Setting priorities for grammars/rules could be possible for Kaldi & WSR. It wouldn't be hard for Kaldi; for the WSR backend, however, it would require a large reworking. I don't know about natlink.

quintijn commented 5 years ago

I think setting priorities of command grammars in Dragon/Natlink is not possible. I am also not in favour of it. I think duplicate recognitions should be avoided.

quintijn commented 5 years ago

The spacing/capitalisation issue, as normally done by Dragon in "supported windows" is simulated in the natlink module nsformat.py. This behaviour is also used for utterances in the same "unsupported" window.
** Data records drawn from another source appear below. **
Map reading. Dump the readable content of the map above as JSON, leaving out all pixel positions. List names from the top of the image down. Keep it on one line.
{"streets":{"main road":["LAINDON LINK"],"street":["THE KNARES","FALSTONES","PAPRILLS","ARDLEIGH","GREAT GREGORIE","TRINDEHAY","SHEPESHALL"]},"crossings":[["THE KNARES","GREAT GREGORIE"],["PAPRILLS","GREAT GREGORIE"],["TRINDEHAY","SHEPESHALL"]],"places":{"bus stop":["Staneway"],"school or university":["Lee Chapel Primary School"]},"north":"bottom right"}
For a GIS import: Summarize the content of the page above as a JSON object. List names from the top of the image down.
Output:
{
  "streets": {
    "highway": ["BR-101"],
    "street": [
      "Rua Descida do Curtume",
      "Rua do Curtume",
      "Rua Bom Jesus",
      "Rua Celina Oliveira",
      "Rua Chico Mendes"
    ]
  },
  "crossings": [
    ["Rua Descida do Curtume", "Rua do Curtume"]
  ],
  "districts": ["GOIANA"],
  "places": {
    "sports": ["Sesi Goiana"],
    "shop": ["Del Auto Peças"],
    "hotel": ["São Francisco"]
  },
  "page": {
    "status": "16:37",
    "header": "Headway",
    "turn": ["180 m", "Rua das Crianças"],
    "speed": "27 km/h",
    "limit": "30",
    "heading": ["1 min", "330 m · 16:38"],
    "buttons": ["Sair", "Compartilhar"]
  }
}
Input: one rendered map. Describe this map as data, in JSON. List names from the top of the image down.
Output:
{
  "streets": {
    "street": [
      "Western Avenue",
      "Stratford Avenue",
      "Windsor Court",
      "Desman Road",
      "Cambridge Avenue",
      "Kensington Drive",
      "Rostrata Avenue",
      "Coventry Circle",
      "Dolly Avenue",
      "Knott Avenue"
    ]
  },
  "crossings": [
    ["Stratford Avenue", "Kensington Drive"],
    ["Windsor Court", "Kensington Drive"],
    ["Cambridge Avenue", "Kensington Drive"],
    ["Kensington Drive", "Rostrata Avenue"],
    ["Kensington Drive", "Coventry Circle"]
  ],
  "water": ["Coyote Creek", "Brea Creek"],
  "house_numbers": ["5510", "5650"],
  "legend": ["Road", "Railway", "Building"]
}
The trick is, that the state of the previous utterance is kept for the next. User grammars can use this same mechanism. https://qh.antenna.nl/unimacro/installation/technicaldetails/nsformat.html

alexboche commented 5 years ago

(Edited in response to daanzu's helpful suggestion.) @quintijn Thank you for this! The file nsformat.py to which Quintijn is referring is here. @daanzu it might be of interest to you if you plan to develop spacing/capitalization and other formatting techniques for dictation in Kaldi. Quintijn can you guide me on how to use this within daanzu's code above? (I know you may not be so familiar with dragonfly, but I bet you can figure out what is going on just based on your knowledge of nsformat.py) I have attempted this as indicated below without success. My errors are probably very simple since I'm not well versed in this. One problem is that I'm not familiar with how to manage state within a Python program so I'm not sure I'm properly dealing with the state here. But the more immediate problem is that even if I just passed in the state as None, when I try to execute the text action Text() via a function format_dictation, it is typing out the text with spaces in between virtually every letter, three spaces between words, and no space between utterances. Why is this? I was expecting that the value formatted_output returned by nsformat.formatWords() would be the properly formatted dictation string. I call the function format_dictation below by using the dragonfly Function action like this:

"<dictation>": Function(format_dictation, input_state=formatting_state)

import nsformat
formatting_state = None
def format_dictation(dictation, input_state):
        formatted_output, output_state = nsformat.formatWords(str(dictation), state=input_state)
        formatted_output = str(formatted_output) # not sure if this str is helpful?
        Text(formatted_output).execute()
        global formatting_state 
        formatting_state = output_state

Full code is here

LexiconCode commented 5 years ago

I'm not discouraging anyone from working with grammar prioritization weights. As an alternative to modifying priorities for grammars which may not be compatible with all current or future Backends consider the following.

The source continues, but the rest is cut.